Return the lines below exactly, starting with the line that contains "Map reading. Build" and stopping after the last line.

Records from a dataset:

▽

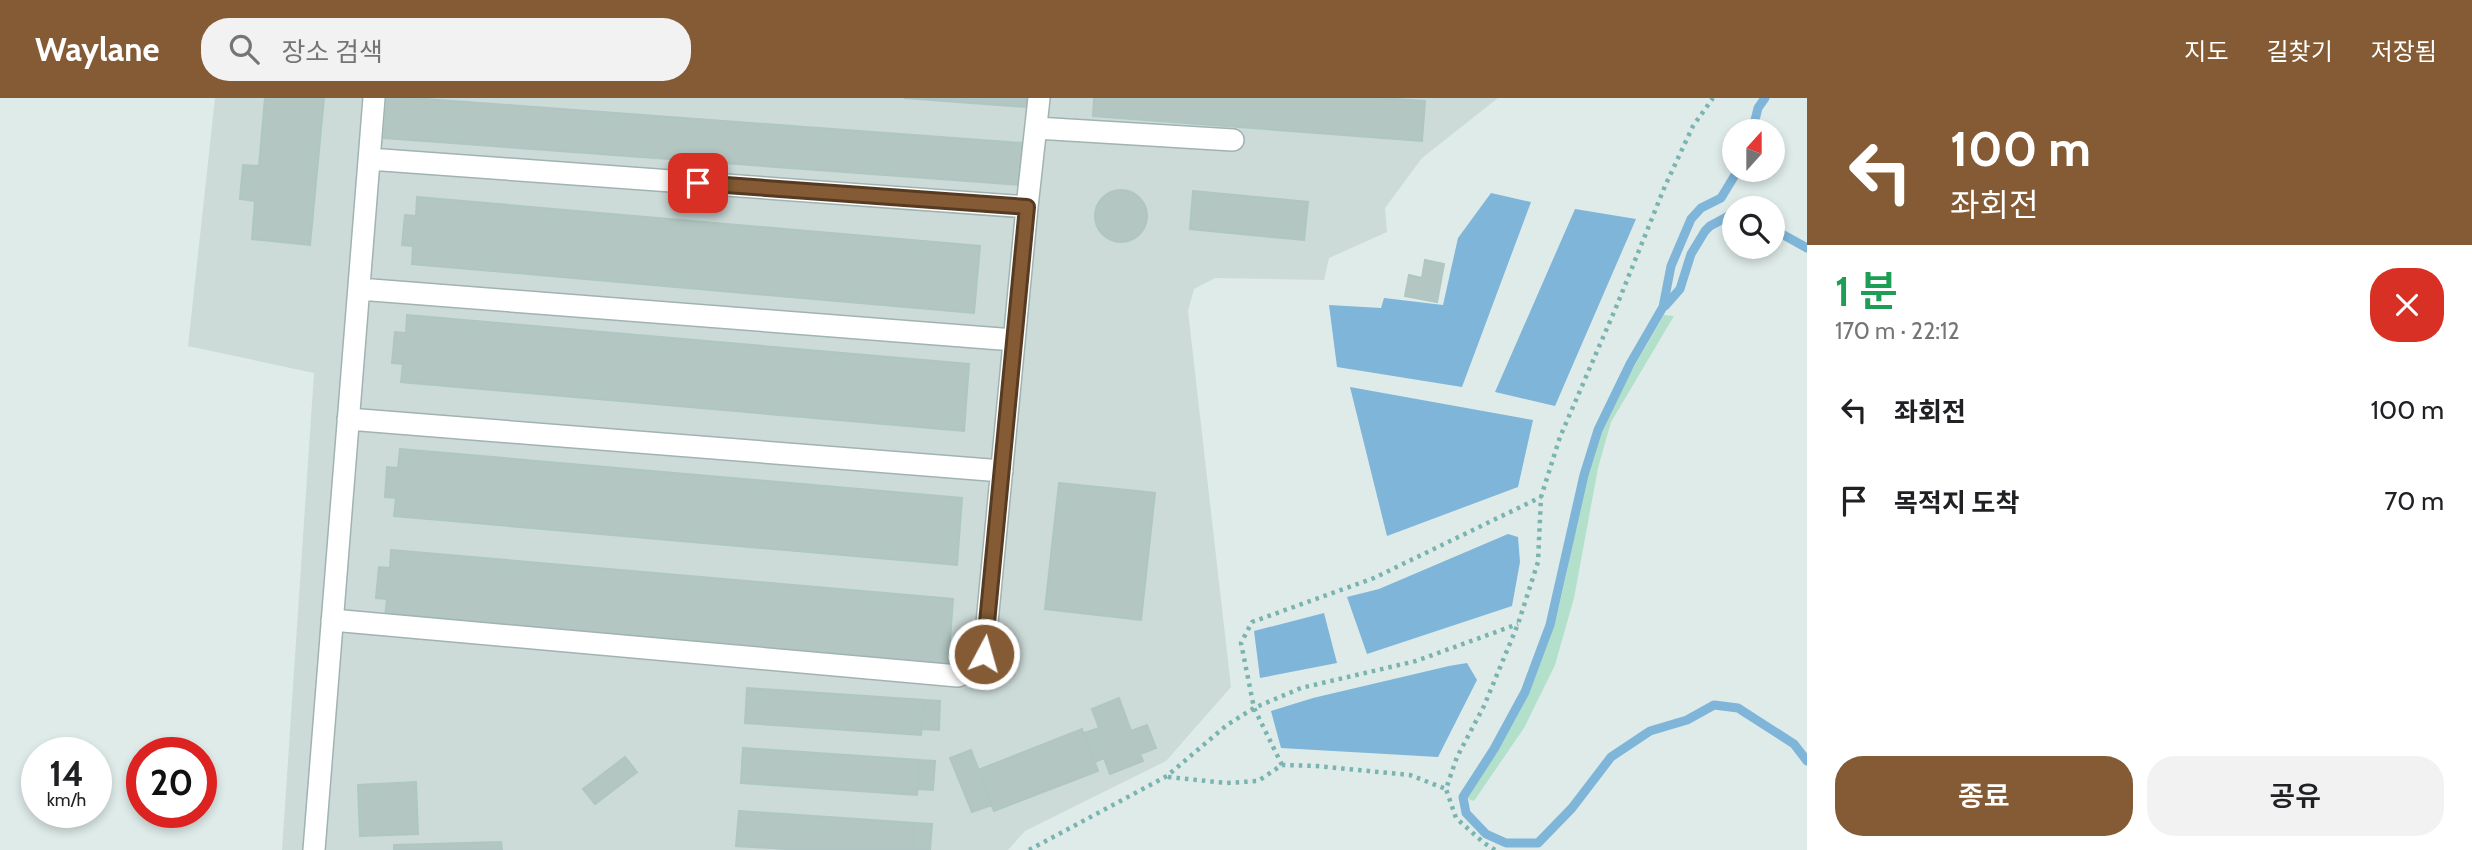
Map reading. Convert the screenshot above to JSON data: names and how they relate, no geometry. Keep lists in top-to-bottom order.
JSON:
{
  "north": "top",
  "page": {
    "header": "Waylane",
    "search": "장소 검색",
    "nav": ["지도", "길찾기", "저장됨"],
    "turn": ["100 m", "좌회전"],
    "heading": ["1 분", "170 m · 22:12"],
    "list": [
      {
        "name": "좌회전",
        "value": "100 m"
      },
      {
        "name": "목적지 도착",
        "value": "70 m"
      }
    ],
    "speed": "14 km/h",
    "limit": "20",
    "buttons": ["종료", "공유"]
  }
}
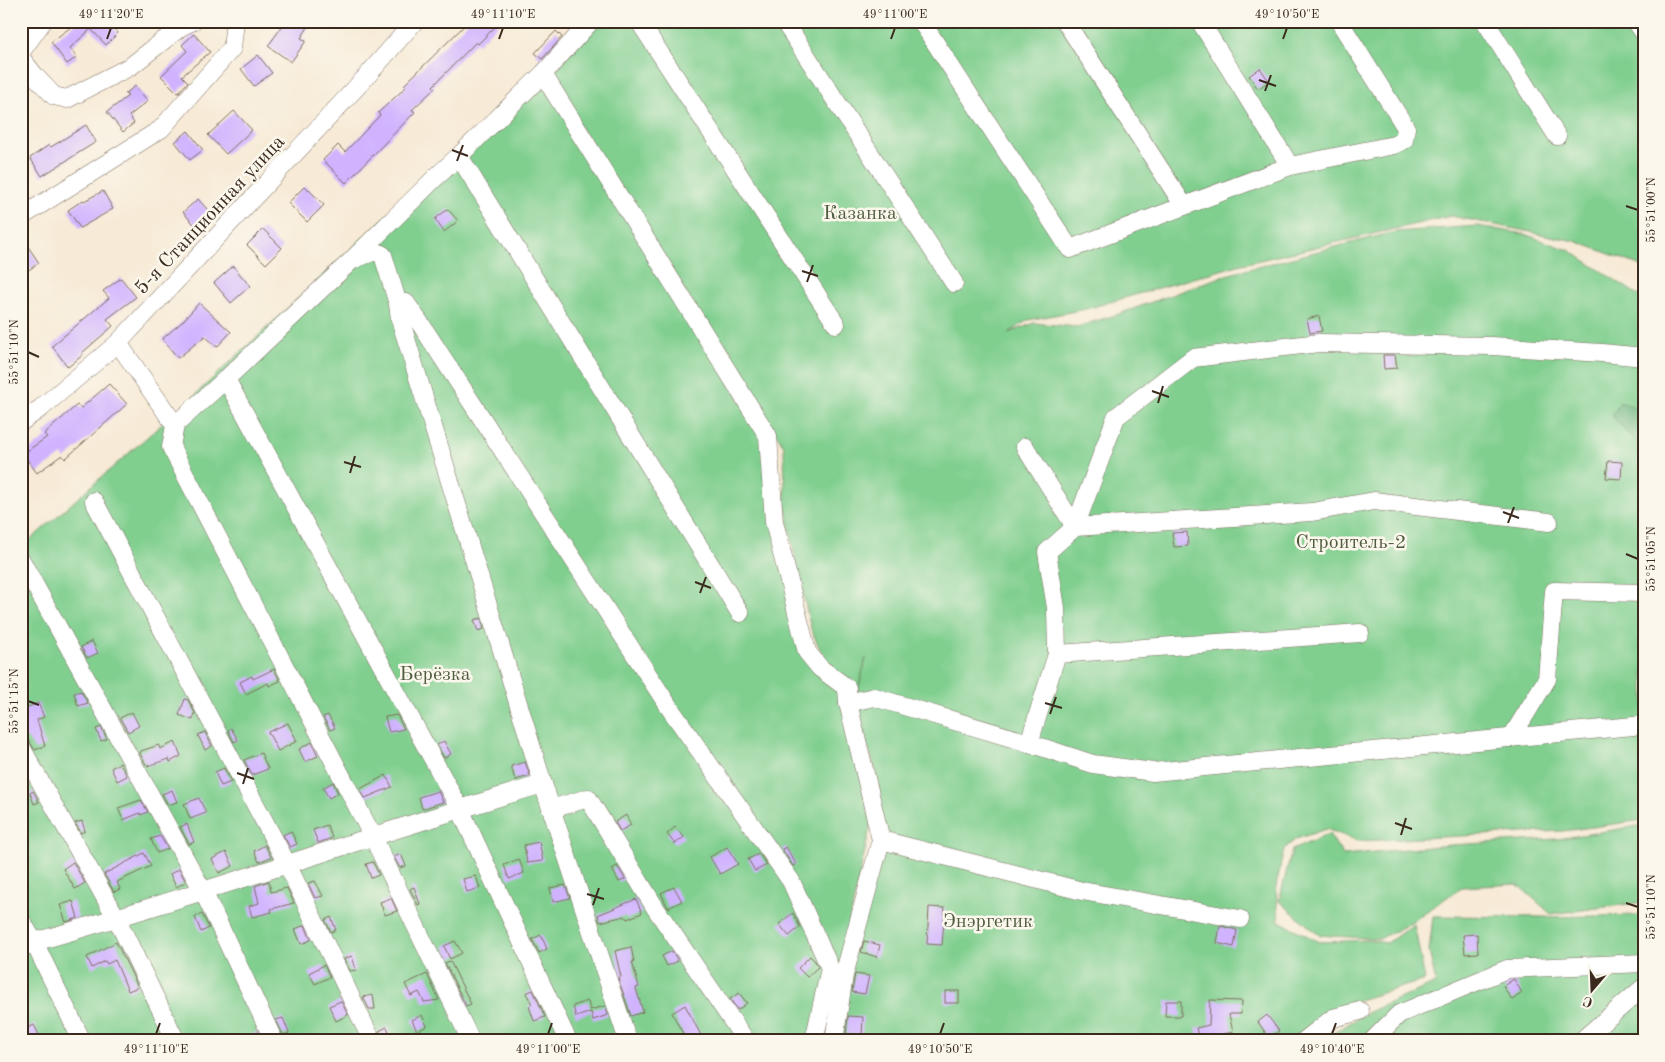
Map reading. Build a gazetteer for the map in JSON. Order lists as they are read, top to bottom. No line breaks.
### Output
{"streets":{"street":["5-я Станционная улица"]},"parks":["Казанка","Строитель-2","Берёзка","Энэргетик"],"north":"bottom","coordinates":["49°11'20\"E","49°11'10\"E","49°11'00\"E","49°10'50\"E","55°51'00\"N","55°51'10\"N","55°51'05\"N","55°51'15\"N","49°10'40\"E"]}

△

_TASK RESPONSE_
Map reading. Build a gazetteer for the map in JSON. Order lists as they are read, top to bottom. No line breaks.
### Output
{"streets":{"street":["5-я Станционная улица"]},"parks":["Казанка","Строитель-2","Берёзка","Энэргетик"],"north":"bottom","coordinates":["49°11'20\"E","49°11'10\"E","49°11'00\"E","49°10'50\"E","55°51'00\"N","55°51'10\"N","55°51'05\"N","55°51'15\"N","49°10'40\"E"]}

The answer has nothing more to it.